Could you repeat all of the entries exactly, leaving out any pictures?

* [Extracted data]:

━━━

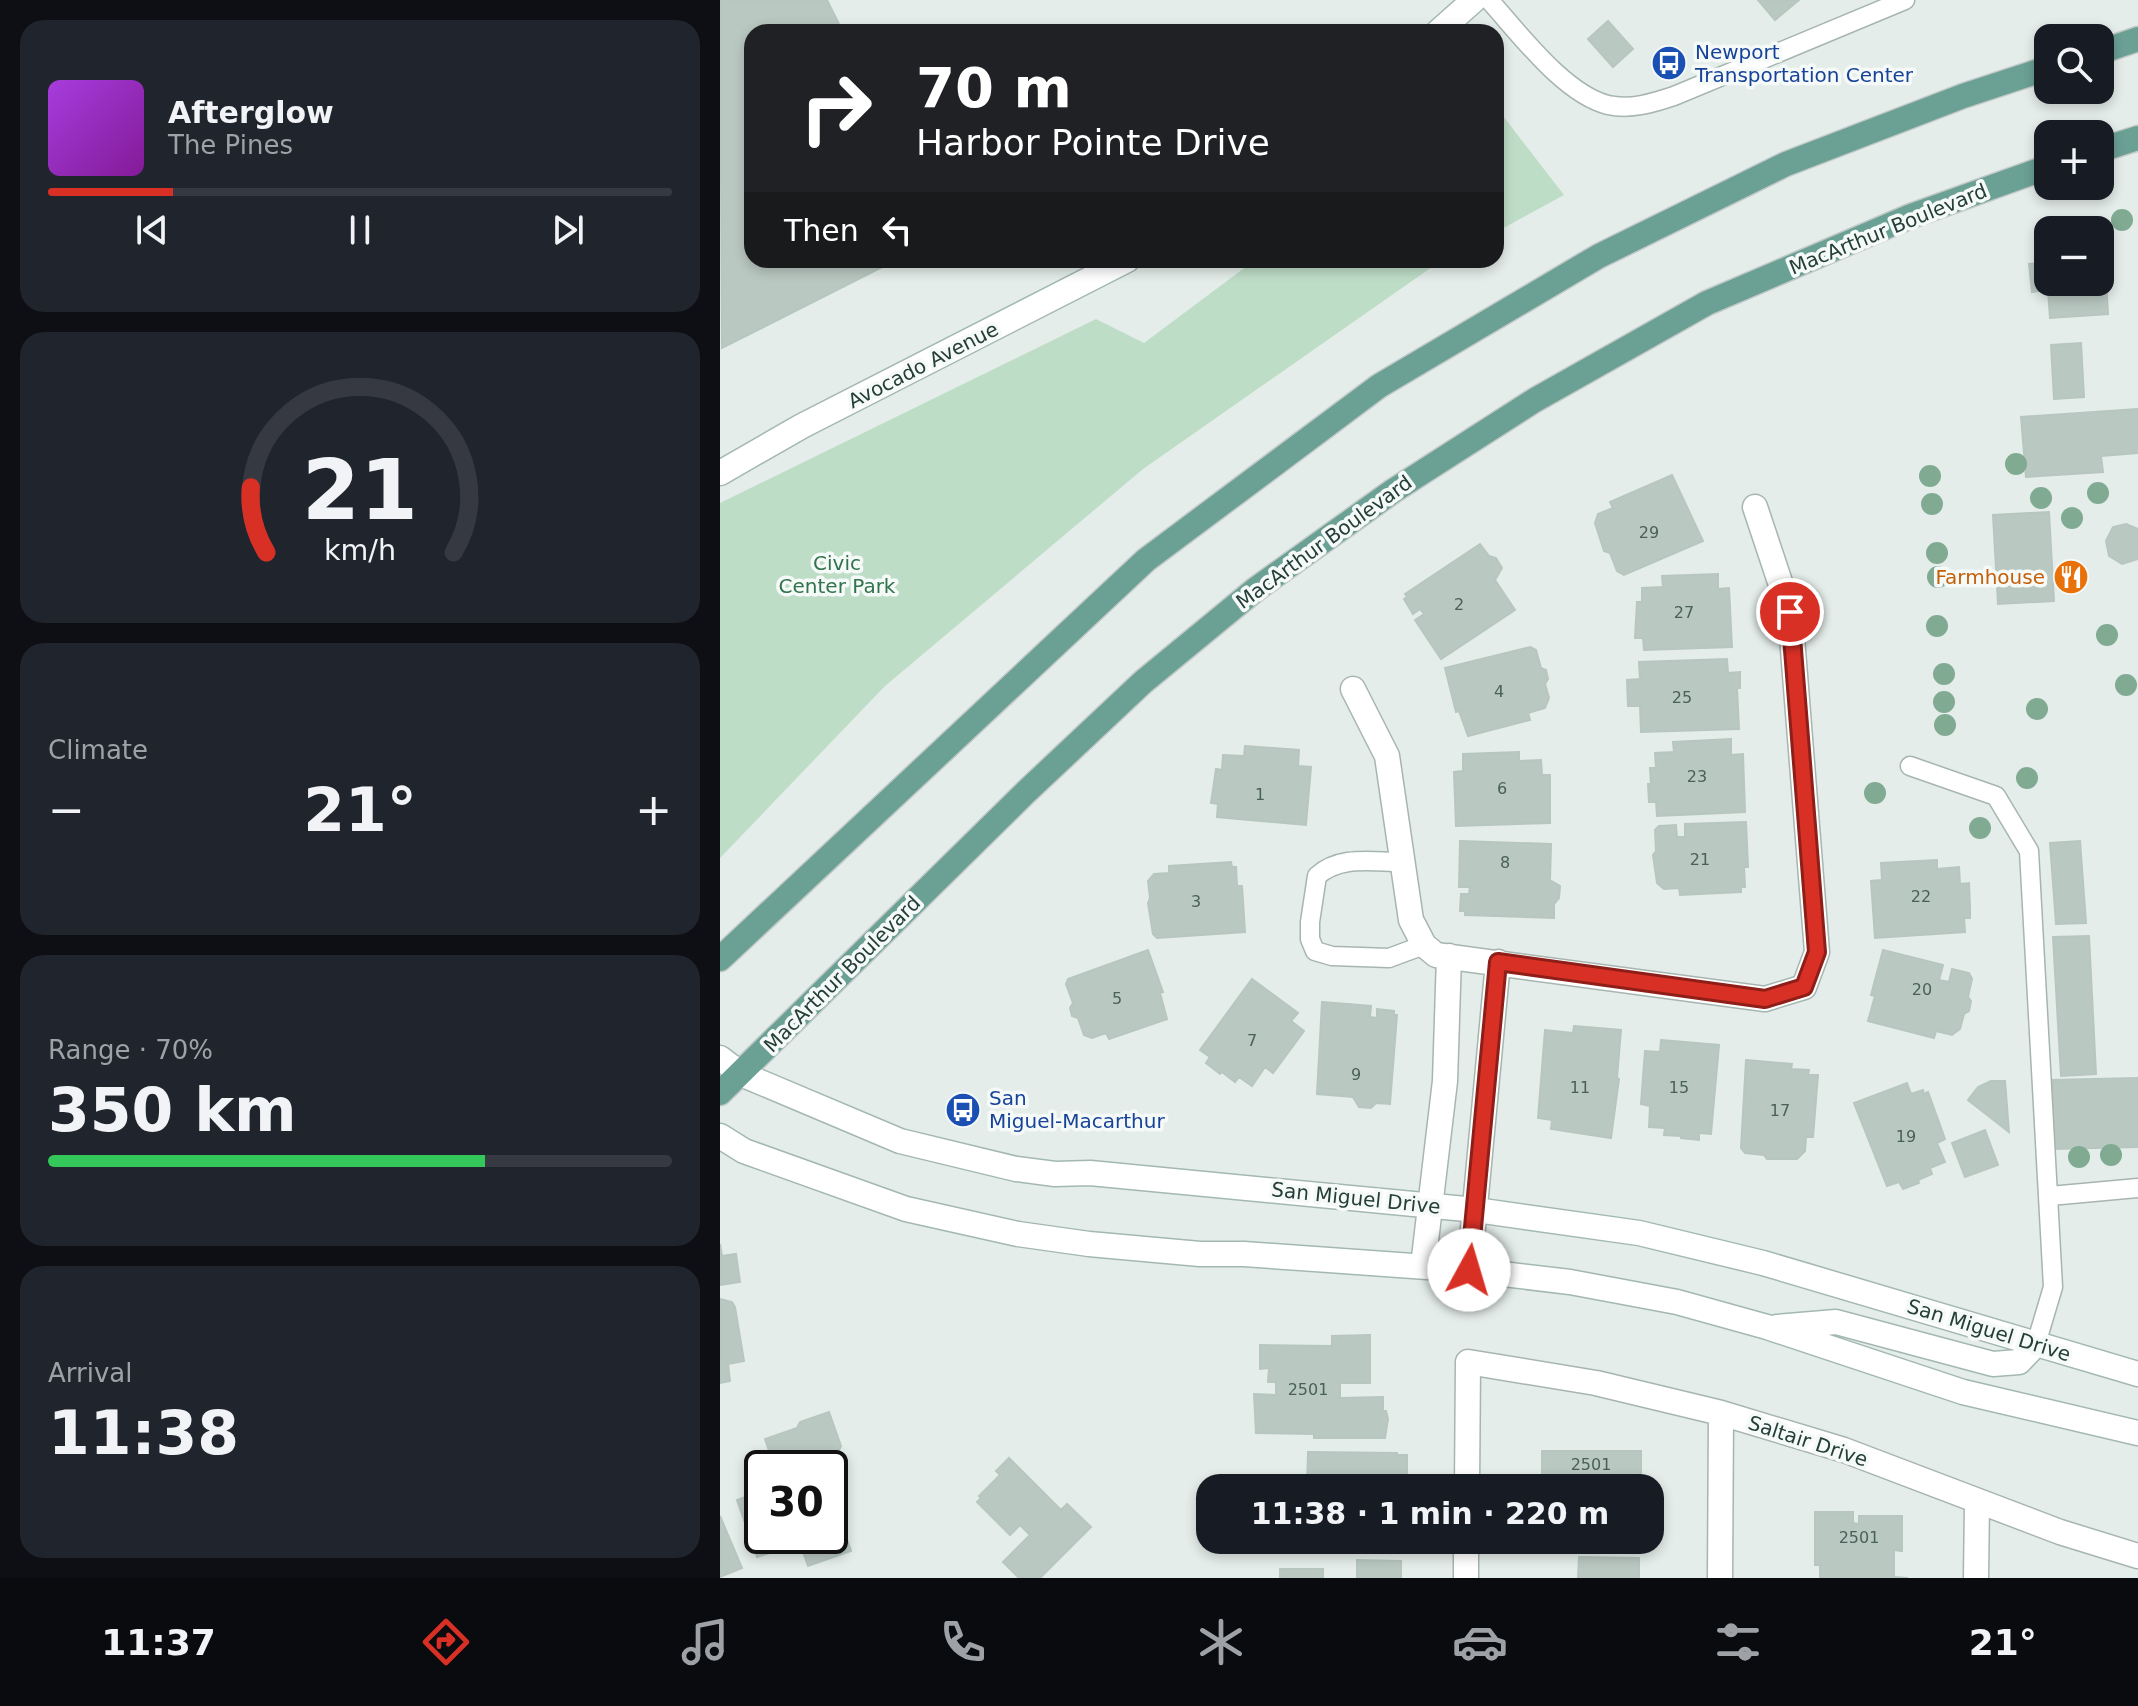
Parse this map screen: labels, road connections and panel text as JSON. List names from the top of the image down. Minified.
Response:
{"streets":{"main road":["MacArthur Boulevard"],"street":["Avocado Avenue","San Miguel Drive","Saltair Drive"]},"crossings":[["MacArthur Boulevard","San Miguel Drive"]],"parks":["Civic Center Park"],"places":{"bus stop":["Newport Transportation Center","San Miguel-Macarthur"],"restaurant":["Farmhouse"]},"house_numbers":["29","2","27","4","25","23","6","1","21","8","22","3","20","5","7","9","11","15","17","19","2501","2501","2501"],"page":{"map_buttons":["+","−"],"turn":["70 m","Harbor Pointe Drive"],"song":["Afterglow","The Pines"],"then":"Then","tile":["Climate",["Range · 70%","350 km"],["Arrival","11:38"]],"heat":["−","21°","+"],"limit":"30","trip":"11:38 · 1 min · 220 m","tabs":["11:37","21°"],"gauge":["21","km/h"]}}
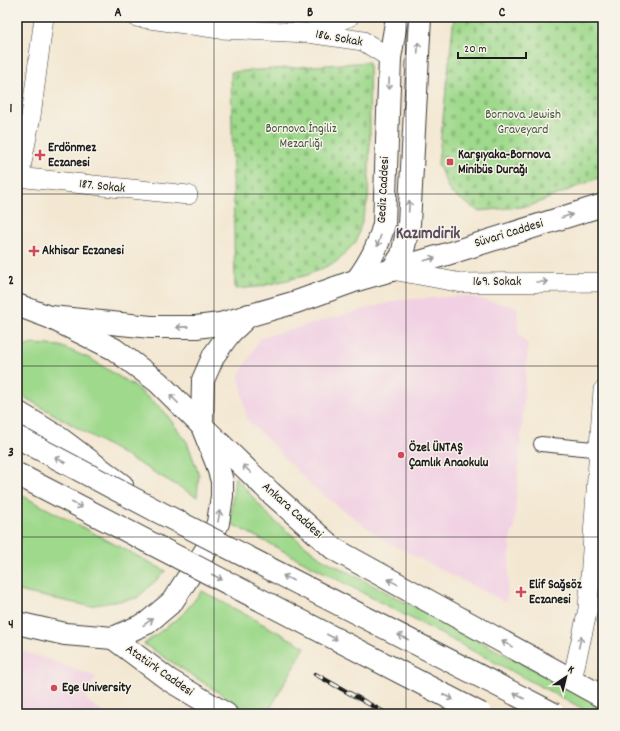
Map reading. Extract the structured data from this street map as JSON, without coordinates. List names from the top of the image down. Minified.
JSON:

━━━

* [Finished task]:
Parse this map screen: labels, road connections and panel text as JSON. List names from the top of the image down. Minified.
Response:
{"streets":{"main road":["MacArthur Boulevard"],"street":["Avocado Avenue","San Miguel Drive","Saltair Drive"]},"crossings":[["MacArthur Boulevard","San Miguel Drive"]],"parks":["Civic Center Park"],"places":{"bus stop":["Newport Transportation Center","San Miguel-Macarthur"],"restaurant":["Farmhouse"]},"house_numbers":["29","2","27","4","25","23","6","1","21","8","22","3","20","5","7","9","11","15","17","19","2501","2501","2501"],"page":{"map_buttons":["+","−"],"turn":["70 m","Harbor Pointe Drive"],"song":["Afterglow","The Pines"],"then":"Then","tile":["Climate",["Range · 70%","350 km"],["Arrival","11:38"]],"heat":["−","21°","+"],"limit":"30","trip":"11:38 · 1 min · 220 m","tabs":["11:37","21°"],"gauge":["21","km/h"]}}
Map reading. Extract the structured data from this street map as JSON, without coordinates. List names from the top of the image down. Minified.
JSON:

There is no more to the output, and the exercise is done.